Show HN: Prefix.io for ASP.NET Developers - spo81rty
http://prefix.io
======
dmarlow
Thanks for the great tool. I'm still a big fan of using Log2Console as I can
filter quickly based on what I'm looking for. This is a great addition that's
more request focused. One question I have is how to solve issues where the XML
serializer can't be found. I see lots of errors like these:

Caught System.IO.FileNotFoundException System.IO.FileNotFoundException: Could
not load file or assembly 'XXXXXXXXX.XmlSerializers, Version=1.0.5902.37667,
Culture=neutral, PublicKeyToken=null' or one of its dependencies. The system
cannot find the file specified. at
System.Reflection.RuntimeAssembly.InternalLoadAssemblyName at
System.Reflection.Assembly.Load at
System.Xml.Serialization.TempAssembly.LoadGeneratedAssembly

and

Caught System.IO.FileNotFoundException System.IO.FileNotFoundException: Could
not load file or assembly 'XXXXXXXXX.XmlSerializers' or one of its
dependencies.

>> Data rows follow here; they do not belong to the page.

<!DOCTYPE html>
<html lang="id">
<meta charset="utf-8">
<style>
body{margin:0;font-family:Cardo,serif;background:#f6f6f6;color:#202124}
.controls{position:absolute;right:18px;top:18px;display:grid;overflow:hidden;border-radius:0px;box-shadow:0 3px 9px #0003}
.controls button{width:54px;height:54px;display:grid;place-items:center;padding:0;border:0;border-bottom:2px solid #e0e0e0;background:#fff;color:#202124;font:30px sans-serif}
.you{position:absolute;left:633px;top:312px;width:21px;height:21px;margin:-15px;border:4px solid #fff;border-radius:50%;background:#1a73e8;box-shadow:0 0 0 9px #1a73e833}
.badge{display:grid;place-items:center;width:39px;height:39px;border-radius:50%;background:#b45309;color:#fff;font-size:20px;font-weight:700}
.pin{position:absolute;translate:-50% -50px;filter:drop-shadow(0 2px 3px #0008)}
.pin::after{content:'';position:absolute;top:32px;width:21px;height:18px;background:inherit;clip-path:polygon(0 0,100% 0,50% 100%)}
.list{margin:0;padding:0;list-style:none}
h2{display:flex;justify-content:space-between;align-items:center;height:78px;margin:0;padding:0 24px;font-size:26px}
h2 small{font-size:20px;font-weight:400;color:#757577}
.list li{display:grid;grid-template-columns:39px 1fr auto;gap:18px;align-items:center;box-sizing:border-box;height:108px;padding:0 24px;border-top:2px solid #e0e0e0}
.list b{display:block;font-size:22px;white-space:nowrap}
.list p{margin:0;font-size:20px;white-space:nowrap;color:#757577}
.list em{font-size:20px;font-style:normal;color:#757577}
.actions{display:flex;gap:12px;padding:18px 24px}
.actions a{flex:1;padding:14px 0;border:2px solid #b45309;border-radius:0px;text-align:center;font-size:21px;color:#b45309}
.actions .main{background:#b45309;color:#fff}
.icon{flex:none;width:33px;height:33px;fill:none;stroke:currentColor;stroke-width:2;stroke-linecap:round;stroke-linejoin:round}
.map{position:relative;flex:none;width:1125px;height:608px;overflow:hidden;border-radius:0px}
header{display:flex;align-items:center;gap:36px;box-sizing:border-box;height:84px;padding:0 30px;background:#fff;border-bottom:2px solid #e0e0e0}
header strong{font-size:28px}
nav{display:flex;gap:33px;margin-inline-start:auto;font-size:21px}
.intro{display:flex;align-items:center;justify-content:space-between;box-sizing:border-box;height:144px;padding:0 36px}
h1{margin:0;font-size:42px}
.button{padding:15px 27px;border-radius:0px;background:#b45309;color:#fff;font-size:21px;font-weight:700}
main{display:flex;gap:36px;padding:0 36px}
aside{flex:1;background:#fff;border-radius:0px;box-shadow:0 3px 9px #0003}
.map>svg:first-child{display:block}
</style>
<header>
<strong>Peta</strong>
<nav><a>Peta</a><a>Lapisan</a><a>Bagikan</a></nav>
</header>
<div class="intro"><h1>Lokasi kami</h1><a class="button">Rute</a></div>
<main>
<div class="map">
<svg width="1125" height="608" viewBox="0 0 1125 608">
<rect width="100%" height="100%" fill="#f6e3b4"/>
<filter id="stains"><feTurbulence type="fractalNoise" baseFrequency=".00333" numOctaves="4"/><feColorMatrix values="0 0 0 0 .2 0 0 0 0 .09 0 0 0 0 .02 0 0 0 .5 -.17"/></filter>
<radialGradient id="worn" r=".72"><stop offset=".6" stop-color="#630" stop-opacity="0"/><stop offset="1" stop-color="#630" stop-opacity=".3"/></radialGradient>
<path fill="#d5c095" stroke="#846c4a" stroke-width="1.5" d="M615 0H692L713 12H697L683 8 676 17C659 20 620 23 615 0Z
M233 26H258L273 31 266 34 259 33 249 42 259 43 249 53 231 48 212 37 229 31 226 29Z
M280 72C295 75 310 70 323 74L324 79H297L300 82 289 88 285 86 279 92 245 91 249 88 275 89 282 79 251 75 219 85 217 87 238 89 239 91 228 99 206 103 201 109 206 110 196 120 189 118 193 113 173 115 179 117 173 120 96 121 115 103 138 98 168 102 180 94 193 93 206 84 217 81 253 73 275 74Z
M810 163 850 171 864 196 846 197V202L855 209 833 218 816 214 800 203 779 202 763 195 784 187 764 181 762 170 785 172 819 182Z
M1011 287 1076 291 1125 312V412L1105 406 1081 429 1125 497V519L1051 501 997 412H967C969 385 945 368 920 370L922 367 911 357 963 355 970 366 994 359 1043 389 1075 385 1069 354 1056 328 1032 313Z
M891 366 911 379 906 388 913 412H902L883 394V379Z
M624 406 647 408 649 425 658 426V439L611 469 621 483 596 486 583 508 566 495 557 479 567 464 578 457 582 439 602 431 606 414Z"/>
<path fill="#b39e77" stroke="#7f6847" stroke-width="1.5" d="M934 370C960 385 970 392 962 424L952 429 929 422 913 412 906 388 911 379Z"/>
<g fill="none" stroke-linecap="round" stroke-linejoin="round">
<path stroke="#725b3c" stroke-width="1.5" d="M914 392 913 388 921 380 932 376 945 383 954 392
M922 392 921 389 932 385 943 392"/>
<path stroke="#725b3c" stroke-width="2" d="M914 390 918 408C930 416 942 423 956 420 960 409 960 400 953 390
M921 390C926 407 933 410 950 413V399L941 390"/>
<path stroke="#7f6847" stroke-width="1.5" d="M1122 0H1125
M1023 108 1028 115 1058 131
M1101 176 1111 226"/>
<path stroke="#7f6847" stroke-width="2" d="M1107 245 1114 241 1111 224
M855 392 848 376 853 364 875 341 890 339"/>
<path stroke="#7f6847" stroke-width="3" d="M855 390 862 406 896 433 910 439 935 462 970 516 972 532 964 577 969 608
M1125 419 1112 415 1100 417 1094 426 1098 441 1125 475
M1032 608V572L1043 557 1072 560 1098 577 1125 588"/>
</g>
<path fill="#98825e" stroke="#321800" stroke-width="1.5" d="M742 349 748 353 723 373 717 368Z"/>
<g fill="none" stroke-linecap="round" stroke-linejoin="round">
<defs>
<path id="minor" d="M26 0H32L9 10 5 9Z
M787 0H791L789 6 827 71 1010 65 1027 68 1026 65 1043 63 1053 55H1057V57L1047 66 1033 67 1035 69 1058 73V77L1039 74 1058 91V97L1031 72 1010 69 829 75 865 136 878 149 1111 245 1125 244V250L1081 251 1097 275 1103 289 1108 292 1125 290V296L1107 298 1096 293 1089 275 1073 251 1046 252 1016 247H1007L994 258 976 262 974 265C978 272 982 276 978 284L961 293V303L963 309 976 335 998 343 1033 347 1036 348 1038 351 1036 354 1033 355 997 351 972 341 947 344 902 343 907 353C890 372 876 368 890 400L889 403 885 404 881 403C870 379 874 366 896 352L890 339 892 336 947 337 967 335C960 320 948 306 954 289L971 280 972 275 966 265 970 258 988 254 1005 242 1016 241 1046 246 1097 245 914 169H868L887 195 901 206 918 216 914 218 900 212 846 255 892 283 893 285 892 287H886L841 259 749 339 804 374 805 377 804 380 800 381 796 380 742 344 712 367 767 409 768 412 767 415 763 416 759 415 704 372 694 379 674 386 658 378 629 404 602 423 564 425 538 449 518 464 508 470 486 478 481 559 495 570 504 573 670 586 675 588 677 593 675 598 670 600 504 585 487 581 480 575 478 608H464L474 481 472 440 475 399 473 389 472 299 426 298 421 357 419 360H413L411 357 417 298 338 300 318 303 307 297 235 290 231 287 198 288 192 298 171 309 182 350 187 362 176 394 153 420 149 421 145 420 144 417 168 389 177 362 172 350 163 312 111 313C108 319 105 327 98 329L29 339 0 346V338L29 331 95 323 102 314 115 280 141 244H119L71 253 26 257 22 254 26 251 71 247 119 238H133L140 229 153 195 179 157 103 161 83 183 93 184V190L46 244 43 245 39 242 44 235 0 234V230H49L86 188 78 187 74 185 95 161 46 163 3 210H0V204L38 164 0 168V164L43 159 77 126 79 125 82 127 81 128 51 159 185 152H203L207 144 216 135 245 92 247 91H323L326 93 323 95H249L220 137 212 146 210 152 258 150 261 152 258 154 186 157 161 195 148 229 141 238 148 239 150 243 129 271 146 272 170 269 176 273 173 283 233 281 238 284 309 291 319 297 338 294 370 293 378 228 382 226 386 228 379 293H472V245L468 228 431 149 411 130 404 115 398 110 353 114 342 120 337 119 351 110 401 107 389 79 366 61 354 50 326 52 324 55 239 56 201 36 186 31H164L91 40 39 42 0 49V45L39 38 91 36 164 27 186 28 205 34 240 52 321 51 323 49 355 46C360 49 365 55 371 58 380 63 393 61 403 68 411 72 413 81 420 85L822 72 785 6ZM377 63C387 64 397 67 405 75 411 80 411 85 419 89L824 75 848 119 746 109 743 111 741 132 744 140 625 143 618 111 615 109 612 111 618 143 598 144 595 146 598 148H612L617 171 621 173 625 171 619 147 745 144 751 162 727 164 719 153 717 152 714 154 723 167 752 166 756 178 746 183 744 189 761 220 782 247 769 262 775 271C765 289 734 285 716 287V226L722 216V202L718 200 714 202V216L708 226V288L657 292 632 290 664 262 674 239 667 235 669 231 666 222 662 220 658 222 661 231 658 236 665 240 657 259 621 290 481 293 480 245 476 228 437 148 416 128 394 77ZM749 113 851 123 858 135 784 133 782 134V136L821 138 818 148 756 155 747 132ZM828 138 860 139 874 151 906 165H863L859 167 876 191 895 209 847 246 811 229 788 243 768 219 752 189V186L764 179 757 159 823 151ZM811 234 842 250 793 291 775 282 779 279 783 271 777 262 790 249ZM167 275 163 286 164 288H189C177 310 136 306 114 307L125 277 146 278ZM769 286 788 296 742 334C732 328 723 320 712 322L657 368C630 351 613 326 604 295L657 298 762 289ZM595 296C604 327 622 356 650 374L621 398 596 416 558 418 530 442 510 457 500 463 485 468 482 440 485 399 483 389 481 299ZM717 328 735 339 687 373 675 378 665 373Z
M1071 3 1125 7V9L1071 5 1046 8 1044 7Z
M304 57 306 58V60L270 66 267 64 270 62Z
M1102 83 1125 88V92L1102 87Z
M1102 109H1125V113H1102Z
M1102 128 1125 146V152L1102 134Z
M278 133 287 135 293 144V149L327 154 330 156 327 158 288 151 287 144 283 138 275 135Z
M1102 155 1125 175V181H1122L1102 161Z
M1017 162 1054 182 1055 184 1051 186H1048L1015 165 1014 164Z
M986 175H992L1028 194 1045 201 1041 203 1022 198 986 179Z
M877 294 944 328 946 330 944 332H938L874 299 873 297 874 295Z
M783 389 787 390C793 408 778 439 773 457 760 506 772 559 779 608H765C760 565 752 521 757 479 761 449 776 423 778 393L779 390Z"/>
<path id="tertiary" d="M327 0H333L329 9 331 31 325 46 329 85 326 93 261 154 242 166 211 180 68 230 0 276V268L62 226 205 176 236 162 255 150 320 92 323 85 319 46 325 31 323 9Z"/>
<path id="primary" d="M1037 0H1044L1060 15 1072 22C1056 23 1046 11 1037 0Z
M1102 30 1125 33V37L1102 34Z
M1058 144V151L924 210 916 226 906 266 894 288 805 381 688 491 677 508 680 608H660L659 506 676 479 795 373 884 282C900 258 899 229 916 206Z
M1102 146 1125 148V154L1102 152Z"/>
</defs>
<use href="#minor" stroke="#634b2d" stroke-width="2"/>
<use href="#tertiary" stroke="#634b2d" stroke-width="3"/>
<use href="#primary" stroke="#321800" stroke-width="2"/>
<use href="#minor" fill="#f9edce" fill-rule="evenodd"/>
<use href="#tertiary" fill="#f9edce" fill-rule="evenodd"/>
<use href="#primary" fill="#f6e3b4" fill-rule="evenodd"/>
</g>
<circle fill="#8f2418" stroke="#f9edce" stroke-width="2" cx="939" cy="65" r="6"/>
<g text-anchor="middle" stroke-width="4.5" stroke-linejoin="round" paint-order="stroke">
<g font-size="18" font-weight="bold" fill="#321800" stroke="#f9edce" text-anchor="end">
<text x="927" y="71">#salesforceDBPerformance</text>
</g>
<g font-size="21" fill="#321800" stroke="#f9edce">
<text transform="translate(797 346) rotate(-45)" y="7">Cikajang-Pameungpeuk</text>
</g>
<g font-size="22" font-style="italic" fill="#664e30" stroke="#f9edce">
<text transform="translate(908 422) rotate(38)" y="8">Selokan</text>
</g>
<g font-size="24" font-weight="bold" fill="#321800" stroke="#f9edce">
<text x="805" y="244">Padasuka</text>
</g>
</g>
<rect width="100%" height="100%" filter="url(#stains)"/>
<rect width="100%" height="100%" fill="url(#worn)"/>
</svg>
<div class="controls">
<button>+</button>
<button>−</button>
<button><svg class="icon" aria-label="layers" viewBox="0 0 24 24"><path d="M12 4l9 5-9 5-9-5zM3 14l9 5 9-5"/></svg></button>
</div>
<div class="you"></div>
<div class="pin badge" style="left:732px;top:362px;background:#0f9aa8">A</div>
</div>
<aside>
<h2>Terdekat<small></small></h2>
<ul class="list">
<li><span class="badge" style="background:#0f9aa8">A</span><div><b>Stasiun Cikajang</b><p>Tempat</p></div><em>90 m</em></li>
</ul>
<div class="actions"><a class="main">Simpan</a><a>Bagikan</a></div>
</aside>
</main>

The system cannot find the file specified. at
System.Reflection.RuntimeAssembly.LoadWithPartialNameInternal

If this is normal behavior [1], then I suggest there be a way to filter these
out so there aren't false positives on the exceptions.

[1] [http://stackoverflow.com/a/1177040](http://stackoverflow.com/a/1177040)

------
spo81rty
I'm the lead developer on this project if anyone has any questions. It's an
amazing free tool.